Panel: Agencies crave new systems to repel threats
- By Roseanne Gerin
- Jun 08, 2006
Hilton Head, S.C.?Federal agencies responsible for the health and well being of U.S. citizens are seeking creative IT solutions to replace outdated systems, said a panel of government experts Wednesday.
As more federal agencies seek to share information and integrate their systems to detect and deter threats that range from disease carrying insects to terrorists, they increasingly need the vendor community's input on how to overcome some of their challenges.
A panel of speakers from the Agriculture and Homeland Security departments and the Centers for Disease Control and Prevention discussed how industry can help in their endeavors to share vast volumes of data and develop solutions and strategies around those data. The panel discussion took place at the 26th Annual Management of Change Conference sponsored by the American Council for Technology and the Industry Advisory Council.
IT companies can provide strategies and tools that quickly process broad volumes of information in real time, said Lorraine Leithiser, director of information technology programs integration at DHS' Custom and Border Protection agency.
The government has older systems in place that track money laundering, drug interdiction people trying to avoid paying duties on certain commodities, which have collected vast amounts of information over the years. Now it must also collect and combine data on new diseases, biological threats and terrorism tactics, and it has no prior information on these activities to analyze.

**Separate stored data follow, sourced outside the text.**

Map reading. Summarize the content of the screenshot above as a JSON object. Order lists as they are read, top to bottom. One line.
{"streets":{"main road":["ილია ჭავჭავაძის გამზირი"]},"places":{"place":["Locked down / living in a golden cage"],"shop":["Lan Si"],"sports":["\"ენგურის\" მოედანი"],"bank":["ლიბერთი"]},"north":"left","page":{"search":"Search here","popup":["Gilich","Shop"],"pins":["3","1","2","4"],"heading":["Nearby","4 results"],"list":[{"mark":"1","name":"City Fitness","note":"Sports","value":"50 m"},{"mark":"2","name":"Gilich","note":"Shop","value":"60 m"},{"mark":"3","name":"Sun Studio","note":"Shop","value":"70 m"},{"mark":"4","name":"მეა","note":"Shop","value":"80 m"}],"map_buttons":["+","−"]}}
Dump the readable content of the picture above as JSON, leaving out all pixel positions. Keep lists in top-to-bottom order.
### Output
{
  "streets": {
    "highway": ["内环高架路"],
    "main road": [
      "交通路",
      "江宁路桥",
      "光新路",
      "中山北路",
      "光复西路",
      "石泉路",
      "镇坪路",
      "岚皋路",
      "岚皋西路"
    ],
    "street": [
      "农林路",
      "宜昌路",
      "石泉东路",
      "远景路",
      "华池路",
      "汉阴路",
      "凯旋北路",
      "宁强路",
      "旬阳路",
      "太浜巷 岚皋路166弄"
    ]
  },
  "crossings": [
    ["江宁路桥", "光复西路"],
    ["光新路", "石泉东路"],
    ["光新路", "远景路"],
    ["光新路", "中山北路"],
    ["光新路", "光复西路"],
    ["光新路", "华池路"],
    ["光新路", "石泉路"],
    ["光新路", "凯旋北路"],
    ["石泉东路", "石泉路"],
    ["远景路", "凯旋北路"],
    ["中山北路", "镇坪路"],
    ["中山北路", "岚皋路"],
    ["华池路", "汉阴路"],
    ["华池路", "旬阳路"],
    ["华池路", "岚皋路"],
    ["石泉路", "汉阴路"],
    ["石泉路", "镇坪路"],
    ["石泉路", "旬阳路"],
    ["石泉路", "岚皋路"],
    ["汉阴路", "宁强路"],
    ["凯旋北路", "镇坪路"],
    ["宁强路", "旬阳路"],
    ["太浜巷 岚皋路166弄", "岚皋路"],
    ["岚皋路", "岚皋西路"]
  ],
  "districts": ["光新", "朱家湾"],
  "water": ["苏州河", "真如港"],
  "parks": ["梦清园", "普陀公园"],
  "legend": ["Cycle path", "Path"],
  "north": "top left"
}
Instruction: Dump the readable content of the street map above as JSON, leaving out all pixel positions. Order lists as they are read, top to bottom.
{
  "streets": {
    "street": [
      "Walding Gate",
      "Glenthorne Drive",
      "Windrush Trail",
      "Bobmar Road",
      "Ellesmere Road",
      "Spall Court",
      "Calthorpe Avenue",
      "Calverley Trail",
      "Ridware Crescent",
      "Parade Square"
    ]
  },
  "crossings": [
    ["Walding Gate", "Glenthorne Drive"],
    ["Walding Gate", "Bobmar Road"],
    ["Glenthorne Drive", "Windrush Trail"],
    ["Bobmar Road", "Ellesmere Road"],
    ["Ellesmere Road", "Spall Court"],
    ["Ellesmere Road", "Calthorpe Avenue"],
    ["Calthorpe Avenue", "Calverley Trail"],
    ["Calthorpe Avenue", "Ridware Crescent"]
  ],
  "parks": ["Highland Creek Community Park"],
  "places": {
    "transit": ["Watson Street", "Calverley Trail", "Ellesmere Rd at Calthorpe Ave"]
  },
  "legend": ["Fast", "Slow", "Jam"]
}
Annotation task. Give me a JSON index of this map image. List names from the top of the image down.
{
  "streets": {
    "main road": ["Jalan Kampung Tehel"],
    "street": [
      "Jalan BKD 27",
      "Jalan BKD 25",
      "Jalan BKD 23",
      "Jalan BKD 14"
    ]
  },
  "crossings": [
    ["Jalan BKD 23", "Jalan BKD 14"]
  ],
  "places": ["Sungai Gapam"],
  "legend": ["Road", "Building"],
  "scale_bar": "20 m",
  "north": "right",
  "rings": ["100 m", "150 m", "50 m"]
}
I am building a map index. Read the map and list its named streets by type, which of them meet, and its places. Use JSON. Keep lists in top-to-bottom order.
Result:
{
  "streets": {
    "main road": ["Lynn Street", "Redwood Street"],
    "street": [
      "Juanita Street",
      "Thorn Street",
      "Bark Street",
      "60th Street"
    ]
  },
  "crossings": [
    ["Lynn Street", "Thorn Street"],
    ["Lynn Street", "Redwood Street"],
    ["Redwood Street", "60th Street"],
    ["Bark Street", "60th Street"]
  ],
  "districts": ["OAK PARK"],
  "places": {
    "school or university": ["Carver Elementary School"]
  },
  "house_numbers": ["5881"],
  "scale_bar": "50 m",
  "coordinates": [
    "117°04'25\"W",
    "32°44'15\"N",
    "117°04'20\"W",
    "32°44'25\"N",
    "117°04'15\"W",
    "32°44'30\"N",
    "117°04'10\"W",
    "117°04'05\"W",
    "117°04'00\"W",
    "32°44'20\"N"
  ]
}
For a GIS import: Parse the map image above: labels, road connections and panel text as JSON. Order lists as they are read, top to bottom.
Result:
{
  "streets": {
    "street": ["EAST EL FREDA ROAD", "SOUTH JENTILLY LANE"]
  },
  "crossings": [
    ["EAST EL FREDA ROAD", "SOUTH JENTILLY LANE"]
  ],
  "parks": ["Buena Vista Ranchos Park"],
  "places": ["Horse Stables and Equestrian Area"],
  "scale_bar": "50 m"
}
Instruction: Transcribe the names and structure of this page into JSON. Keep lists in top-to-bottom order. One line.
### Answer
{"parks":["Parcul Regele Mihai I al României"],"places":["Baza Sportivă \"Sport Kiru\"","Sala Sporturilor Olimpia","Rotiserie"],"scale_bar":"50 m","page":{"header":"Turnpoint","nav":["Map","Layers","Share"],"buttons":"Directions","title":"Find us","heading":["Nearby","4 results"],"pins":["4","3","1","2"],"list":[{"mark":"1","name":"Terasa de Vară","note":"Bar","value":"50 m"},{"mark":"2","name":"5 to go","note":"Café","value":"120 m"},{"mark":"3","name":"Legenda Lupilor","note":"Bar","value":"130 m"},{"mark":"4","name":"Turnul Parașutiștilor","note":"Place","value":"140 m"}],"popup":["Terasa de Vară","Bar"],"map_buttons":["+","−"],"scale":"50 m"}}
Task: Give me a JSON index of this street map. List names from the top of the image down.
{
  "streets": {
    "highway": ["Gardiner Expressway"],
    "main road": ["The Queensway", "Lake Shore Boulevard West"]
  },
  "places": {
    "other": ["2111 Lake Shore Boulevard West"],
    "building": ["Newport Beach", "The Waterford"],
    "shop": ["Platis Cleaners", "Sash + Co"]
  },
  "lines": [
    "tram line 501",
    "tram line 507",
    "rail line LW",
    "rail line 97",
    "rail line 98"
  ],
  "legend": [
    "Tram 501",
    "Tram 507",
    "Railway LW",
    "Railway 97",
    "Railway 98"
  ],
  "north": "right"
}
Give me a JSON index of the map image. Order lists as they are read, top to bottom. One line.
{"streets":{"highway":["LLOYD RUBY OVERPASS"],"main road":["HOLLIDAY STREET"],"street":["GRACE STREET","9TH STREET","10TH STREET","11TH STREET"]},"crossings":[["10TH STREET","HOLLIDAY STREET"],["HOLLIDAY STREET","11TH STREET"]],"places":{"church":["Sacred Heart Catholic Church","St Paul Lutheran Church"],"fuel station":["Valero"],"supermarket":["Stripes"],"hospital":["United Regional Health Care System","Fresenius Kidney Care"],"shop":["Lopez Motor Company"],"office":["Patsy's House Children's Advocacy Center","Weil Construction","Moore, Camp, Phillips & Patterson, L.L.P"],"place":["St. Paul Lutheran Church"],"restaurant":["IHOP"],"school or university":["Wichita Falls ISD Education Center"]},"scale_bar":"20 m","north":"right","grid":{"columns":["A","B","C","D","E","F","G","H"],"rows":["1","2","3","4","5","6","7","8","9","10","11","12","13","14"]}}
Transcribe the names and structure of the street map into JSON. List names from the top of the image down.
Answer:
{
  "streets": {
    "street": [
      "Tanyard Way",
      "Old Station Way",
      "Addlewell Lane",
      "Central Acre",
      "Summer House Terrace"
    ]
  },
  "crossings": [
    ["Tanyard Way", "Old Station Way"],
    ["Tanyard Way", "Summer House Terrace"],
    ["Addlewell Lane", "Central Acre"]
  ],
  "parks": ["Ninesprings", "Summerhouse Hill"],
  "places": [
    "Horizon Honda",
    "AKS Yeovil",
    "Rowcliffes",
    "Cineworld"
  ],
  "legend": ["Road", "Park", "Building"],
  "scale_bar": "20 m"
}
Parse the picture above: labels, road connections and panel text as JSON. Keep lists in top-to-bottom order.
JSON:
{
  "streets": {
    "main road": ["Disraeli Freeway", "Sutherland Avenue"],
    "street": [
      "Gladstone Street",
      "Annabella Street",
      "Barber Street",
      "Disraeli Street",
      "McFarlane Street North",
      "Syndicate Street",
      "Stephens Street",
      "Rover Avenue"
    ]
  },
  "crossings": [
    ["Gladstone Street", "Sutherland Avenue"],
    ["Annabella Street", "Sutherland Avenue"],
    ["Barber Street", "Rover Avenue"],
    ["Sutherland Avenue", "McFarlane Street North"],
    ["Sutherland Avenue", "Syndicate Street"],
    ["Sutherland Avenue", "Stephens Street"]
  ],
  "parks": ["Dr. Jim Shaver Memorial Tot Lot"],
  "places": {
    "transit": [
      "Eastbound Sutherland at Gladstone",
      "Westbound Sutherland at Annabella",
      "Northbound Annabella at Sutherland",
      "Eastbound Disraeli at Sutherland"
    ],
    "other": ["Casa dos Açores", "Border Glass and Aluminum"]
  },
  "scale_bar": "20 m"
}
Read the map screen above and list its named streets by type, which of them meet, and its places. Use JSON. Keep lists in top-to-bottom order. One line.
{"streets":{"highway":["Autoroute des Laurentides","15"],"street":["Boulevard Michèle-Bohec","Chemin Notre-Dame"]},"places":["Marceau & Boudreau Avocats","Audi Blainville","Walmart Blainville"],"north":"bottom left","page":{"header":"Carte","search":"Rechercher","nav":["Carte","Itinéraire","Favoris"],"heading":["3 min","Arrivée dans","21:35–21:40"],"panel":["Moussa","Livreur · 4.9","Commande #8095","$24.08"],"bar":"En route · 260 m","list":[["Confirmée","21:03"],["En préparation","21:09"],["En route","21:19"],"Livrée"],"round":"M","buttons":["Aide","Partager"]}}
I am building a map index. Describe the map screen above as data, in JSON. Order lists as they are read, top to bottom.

As CBP uses more statistical and analytical processes to try to deal with the large volumes of information, industry can develop tools that allow the agency to cross-mine relevant data sets in real-time, she said.
For example, CBP can obtain limited information on cars and trucks passing through borders checkpoints with license-plate readers and radio frequency identification technology. But border patrol agents have only a few minutes to decide, based on available information, whether they will let the vehicle and its contents into the country.
Companies also can apply some of the IT systems they have installed in multiple federal agencies to advise other agencies that would be able to use the same systems, said Gregory Parham, chief information officer of the Agriculture Department's Animal and Plant Health Inspection Service.
The vendor community has "either systems they have been developing, or they're aware of other initiatives that are parallel or very similar to ones that we may be contemplating," he said.
Barry Rhodes, associate director for technology and informatics, division of emergency preparedness and response, National Center for Public Health Informatics at the Centers for Disease Control and Prevention, said his agency's IT challenges center on the lack of standards and interoperability of different hospital systems.
The hospitals "use different IT systems by different vendors, and some [systems] are even homegrown," he said. "They all have different business practices ? and different coding. All of that information has to be somehow standardized and brought forward to a central location in order to make sense out of it."
Agencies that focus on threat detection and prevention don't always do a good job of relating their IT needs to the vendor community, the panelists said.
"We tend to struggle with the ability to translate our problem areas into something that's actionable to the vendor community, and I don't think we've done a good job in partnering in that regard," Rhodes said.
While vendors and the government IT space have converged on standards with commitments to use a service-oriented architecture and enterprise services, agencies will still struggle with articulating their IT needs, Leithiser said.
"We're always going to be challenged with trying to define a stable set of requirements in terms of what we need technically," she said.